After that, we were invited to a meeting where the company's employees discussed the introduction of the SCRUM methodology and its pitfalls. After a heated discussion, our team was instructed to prepare a presentation on SCRUM, so that we could figure it out ourselves and tell us what it was and what it was eating with.
And then it started. For two days we studied and prepared, discussed, rehearsed, drew a presentation. Nobody could imagine that, for example, the SCRUM-team and the development team are close, but still different things.
Fortunately, on the review they helped us to make out all the strange moments.
Further training, we were "sprints" with a length of one week.
We had four developers, one product owner, a whole school of SCRUM masters in the neighborhood, dozens of multi-colored felt-tip pens, several boards, a mountain of stickers, drawing papers and other equipment, and a few more meeting rooms and two dozen technologies that needed to be studied.
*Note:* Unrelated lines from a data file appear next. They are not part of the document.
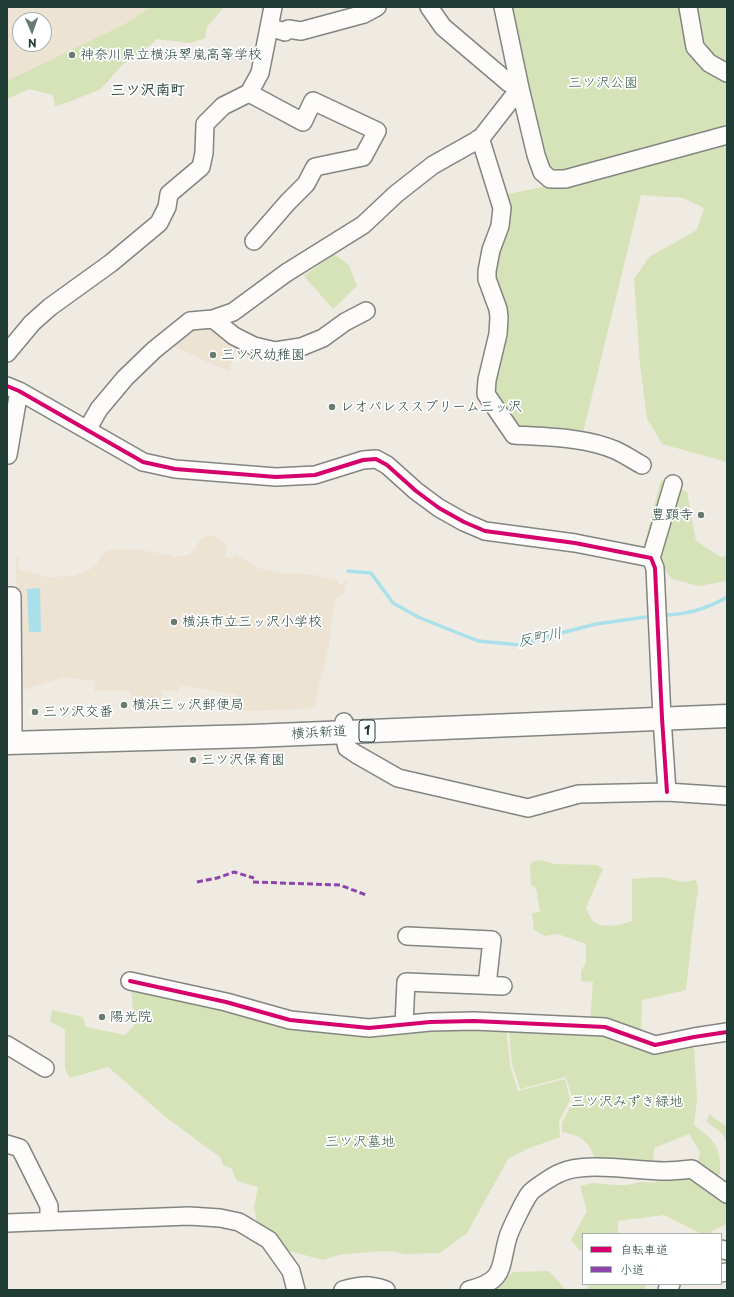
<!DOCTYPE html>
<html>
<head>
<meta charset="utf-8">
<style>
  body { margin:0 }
  #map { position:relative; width:734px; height:1297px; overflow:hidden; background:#efeae2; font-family:"Playpen Sans","Klee One",sans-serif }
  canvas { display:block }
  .frame { position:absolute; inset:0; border:8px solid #1f3d34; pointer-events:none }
  .legend { position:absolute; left:582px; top:1233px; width:140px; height:52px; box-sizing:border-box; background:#fff; border:1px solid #a5b1ae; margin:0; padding:5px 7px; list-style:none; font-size:12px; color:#1f3d34 }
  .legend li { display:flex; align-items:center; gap:8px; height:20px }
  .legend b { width:20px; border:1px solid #a5b1ae }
  .north { position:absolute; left:12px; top:12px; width:40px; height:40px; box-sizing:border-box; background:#fff; border:1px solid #a5b1ae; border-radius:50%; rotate:178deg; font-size:11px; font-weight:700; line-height:16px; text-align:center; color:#1f3d34 }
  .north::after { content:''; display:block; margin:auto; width:14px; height:18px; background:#687a71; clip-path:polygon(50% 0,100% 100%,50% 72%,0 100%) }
</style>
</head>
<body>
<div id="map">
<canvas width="734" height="1297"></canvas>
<div class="frame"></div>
<ul class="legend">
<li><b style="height:5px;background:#d6006c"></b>自転車道</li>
<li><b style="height:5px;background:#8e44ad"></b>小道</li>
</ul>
<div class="north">N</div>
</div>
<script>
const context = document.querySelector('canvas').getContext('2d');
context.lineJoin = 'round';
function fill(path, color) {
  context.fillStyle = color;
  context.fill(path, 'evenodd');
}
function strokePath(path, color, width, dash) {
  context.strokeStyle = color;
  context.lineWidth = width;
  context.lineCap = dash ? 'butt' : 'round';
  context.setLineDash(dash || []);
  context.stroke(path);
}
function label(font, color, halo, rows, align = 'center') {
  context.font = font + ' "Playpen Sans","Klee One",sans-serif';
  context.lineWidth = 3.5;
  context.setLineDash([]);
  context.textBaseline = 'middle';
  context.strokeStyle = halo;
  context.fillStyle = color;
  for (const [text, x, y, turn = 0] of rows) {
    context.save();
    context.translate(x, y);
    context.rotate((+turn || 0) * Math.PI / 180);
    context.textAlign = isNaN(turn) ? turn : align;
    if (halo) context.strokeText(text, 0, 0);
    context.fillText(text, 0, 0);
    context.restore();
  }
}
const built = new Path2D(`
  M7 7H224L207 27 205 38 191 43 156 39 152 44 121 66 101 89 66 103 55 106 53 95 29 89 7 99ZM20 20H44V44H20Z
  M190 325H215L238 343 229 371 216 366 170 344Z
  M210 536H215L227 547 225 556 232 559 234 555H238L257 568 283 574 300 573 307 575 310 574 338 581 339 584 342 585 344 582H347L344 593 335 599 329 646 314 706 309 709 234 711 237 694 180 686 178 692 163 690 160 713 151 707 142 706V709H138V704H132L131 691H94L95 681 64 677 17 692V663L23 657 22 649 16 644V557L18 558 19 569 49 578 60 577 63 576H72L87 571 95 566 99 559 105 552 115 549H133L171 555V557L189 555 196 548 195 547 202 538Z`);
const green = new Path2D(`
  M151 7H224L207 27 205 38 191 43 156 39 152 44 121 66 101 89 66 103 55 106 53 95 29 89 7 99V81L125 24Z
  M502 7H727V462L662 444 647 418 640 365 634 279 649 257 697 230 704 208 683 198 641 195 582 437 516 428 493 395 497 369 509 320 497 290V256L504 195 584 178 570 168 557 172 545 165Z
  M334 254 349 265 357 286 333 309 304 276Z
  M661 480 687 492 696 541 721 557 727 556V581L699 586 672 579 644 545Z
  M541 860 554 864 597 865 603 869 586 908C588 911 589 917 592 920 601 930 621 925 632 921V879L655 877 667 878 683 882 696 880 698 889 692 934 686 990 642 1000 641 1030 604 1023H590L593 982 581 981V971L586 962V944L558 934 545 936 534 930 532 913 540 912 536 888 531 885 530 866 533 861Z
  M131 985 289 1025 506 1026 510 1066 518 1091 565 1079 570 1100 559 1122 560 1137 527 1149 508 1159 467 1233 440 1253 404 1254 397 1252 380 1251 339 1255 323 1260 285 1250 272 1232 257 1223 254 1207 258 1187 237 1181 231 1168 223 1165 220 1157 168 1119 108 1067 70 1078 65 1069V1030L50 1021 52 1010 83 1017 86 1027 125 1035 134 1026Z
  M509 1030 596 1034 621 1040 652 1050V1054L667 1052 668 1049 694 1044 697 1099 694 1125C716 1142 721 1146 720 1175H708L697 1166 700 1152 689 1134 654 1148 653 1165 596 1160C587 1140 584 1137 562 1132V1123L573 1101 566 1077 520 1089 512 1064Z
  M709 1114 727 1127V1144L723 1134 707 1122Z
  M693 1174 727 1200V1224L713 1230 711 1234H702L664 1215 618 1221V1234H583V1250L580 1251 571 1240 587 1211 580 1186 593 1183 613 1185H628L640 1182 655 1183 661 1176Z
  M549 1271 566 1290H493L513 1272Z
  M591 1284H643L647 1290H584Z`);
const water = new Path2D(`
  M40 588 41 632H29L27 589Z`);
const stream = new Path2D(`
  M348 571 371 573 393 603 418 617 478 641 520 645 565 632 596 624 653 616
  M662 615C685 615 707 609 727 597`);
const minor = new Path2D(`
  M429 7 443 27 509 83H519
  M503 7 520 88 536 155 542 172 550 179H565L727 135
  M688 7 695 47 709 63 727 73
  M269 27 285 32 288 29 301 31 364 14 377 7
  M249 93 303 122 313 101 377 131 363 157 315 167 306 184 288 202 254 241
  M478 139 482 144 502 208 500 226 491 250 487 271V279L498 309 499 317 498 334 487 380 486 394 514 435C546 437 585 437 615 450 624 454 633 460 642 465
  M213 319 234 336 254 346 275 351 301 347 323 338 345 322 366 311
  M7 353 32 323 50 307 111 263 159 223 167 207 169 194 201 167 204 153 205 124 223 106 249 93 260 73 273 7
  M7 386 19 391 143 462 175 469 276 477 315 475 363 460 376 459 387 465 416 491 439 508 464 522 485 531 575 543 651 558 655 568 662 718 667 792
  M87 430 99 409 125 378 154 350 190 321 213 319 233 312 286 273 363 225 396 194 433 165 481 138 520 88
  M8 455 19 391
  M651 558 673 484
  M7 596H12L13 732
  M344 722 345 739 347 748 356 754 398 778 528 808 579 794 667 792 727 796
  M407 936 492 940 487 985
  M130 981 226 1002 290 1020 369 1028 430 1022 474 1021 605 1027 655 1045 694 1037 727 1032
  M404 1024 406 982 503 986
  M7 1045 45 1068
  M7 1144 20 1148 49 1206V1221
  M7 1223 189 1216 220 1218 239 1222 269 1240 291 1271 296 1290
  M721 1249 727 1251
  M721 1273 727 1272
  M343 1290C360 1285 368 1284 386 1290
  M469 1290C507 1280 499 1267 508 1237 510 1230 525 1199 530 1193 533 1189 554 1175 560 1173 585 1161 636 1171 665 1171 674 1171 683 1170 692 1169L727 1194
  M667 1290 671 1284`);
const highway = new Path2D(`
  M7 743 253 736 727 716`);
const quiet = new Path2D(`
  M197 882 217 878 234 872 254 878
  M253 882 340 885 366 895`);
const cycleway = new Path2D(`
  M7 386 19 391 143 462 175 469 276 477 315 475 363 460 376 459 387 465 416 491 439 508 464 522 485 531 575 543 651 558 655 568 662 718 667 792
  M130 981 226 1002 290 1020 369 1028 430 1022 474 1021 605 1027 655 1045 694 1037 727 1032`);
const markers = [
  [72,55,4,"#687a71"],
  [213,355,4,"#687a71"],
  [332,407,4,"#687a71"],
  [701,515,4,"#687a71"],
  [174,622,4,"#687a71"],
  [124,705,4,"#687a71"],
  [35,712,4,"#687a71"],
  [193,760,4,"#687a71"],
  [102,1017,4,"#687a71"]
];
const shields = [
  [367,731,16]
];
const shieldNames = [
  ["1",367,731]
];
const poiNames = [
  ["神奈川県立横浜翠嵐高等学校",80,55],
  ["三ツ沢幼稚園",221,355],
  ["レオパレススプリーム三ッ沢",340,407],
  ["豊顕寺",693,515,"right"],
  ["横浜市立三ッ沢小学校",182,622],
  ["横浜三ッ沢郵便局",132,705],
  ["三ツ沢交番",43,712],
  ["三ツ沢保育園",201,760],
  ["陽光院",110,1017]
];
const parkNames = [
  ["三ツ沢公園",603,83],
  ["三ツ沢みずき緑地",627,1102],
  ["三ツ沢墓地",360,1142]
];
const streetNames = [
  ["横浜新道",319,733,-3]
];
const neighbourhoodNames = [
  ["三ツ沢南町",148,91]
];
const waterNames = [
  ["反町川",540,638,-12]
];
fill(built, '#ede3d2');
fill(green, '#d6e3b8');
fill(water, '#aae0e9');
strokePath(stream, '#aae0e9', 3.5);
strokePath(minor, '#828580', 20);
strokePath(highway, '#828580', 25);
strokePath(minor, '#fdfcfb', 17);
strokePath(highway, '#fdfcfb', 22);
strokePath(quiet, '#8e44ad', 3, [6, 3]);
strokePath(cycleway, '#d6006c', 4);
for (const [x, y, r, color] of markers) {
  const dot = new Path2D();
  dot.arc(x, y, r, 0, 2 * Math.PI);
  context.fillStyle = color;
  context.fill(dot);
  strokePath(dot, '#fff', 1.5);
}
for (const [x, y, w] of shields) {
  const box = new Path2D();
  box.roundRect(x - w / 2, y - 11, w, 22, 3);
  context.fillStyle = '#fff';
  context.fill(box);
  strokePath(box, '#1f3d34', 1);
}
label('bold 13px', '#1f3d34', null, shieldNames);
label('14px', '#1f3d34', '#fff', poiNames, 'left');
label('14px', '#3f5d47', '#fff', parkNames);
label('14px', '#1f3d34', '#fff', streetNames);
label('bold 15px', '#1f3d34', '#fff', neighbourhoodNames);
label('italic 15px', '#3a6462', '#fff', waterNames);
</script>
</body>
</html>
It’s not that all these gadgets (except technologies) were needed in real life, but once I started building a team, you need to take the maximum.
The only thing that bothered me was the deadline ... Well, you understood.
When planning each sprint, we learned to assess our strength and independently recruit tasks for the week. Of course, in the first times the matter did not go quite as expected by the experts who accepted our work, and we urgently needed to finish or change something. And due to the fact that SCRUM gives not so much an increment at the end of the sprint, as empirical experience for the team members, we quickly figured out what was happening and learned to understand what was expected of us as a result.
We studied the Spring Framework together, looked at annotation versus XML, dependency injection, control inversion, aspect-oriented programming, learned how to write tests covering the maximum of code. For review on all topics, test cases were written and speeches were prepared for people far from IT technologies. Each team member at the end of the sprint could not only show his code, but also tell in human language what this code might be useful for.
For three months at school, we had working SOAP and REST WEB-services working with XML and JSON, connections to databases, Active MQ-based queues for communication between WEB-services, and megabytes of useful for further work, laid out on general git.
After the final training review, our team was set the combat task of transferring some of the functionality from the old corporate system to the new one. The task involved both the implementation itself and the initial collection of business requirements, which added new colors to the workflow. This allowed each of us to consolidate the results, to feel the real value of the knowledge acquired in recent months, as well as to improve our position before the upcoming interviews with local SCRUM teams.
Summing up, I want to say that Raiffeisenbank, as a young developer, gave me a good starting point. And if you want to develop as an application developer in the banking sector, then
Java School is what you need for a quick and effective start. And our team is a direct confirmation of this.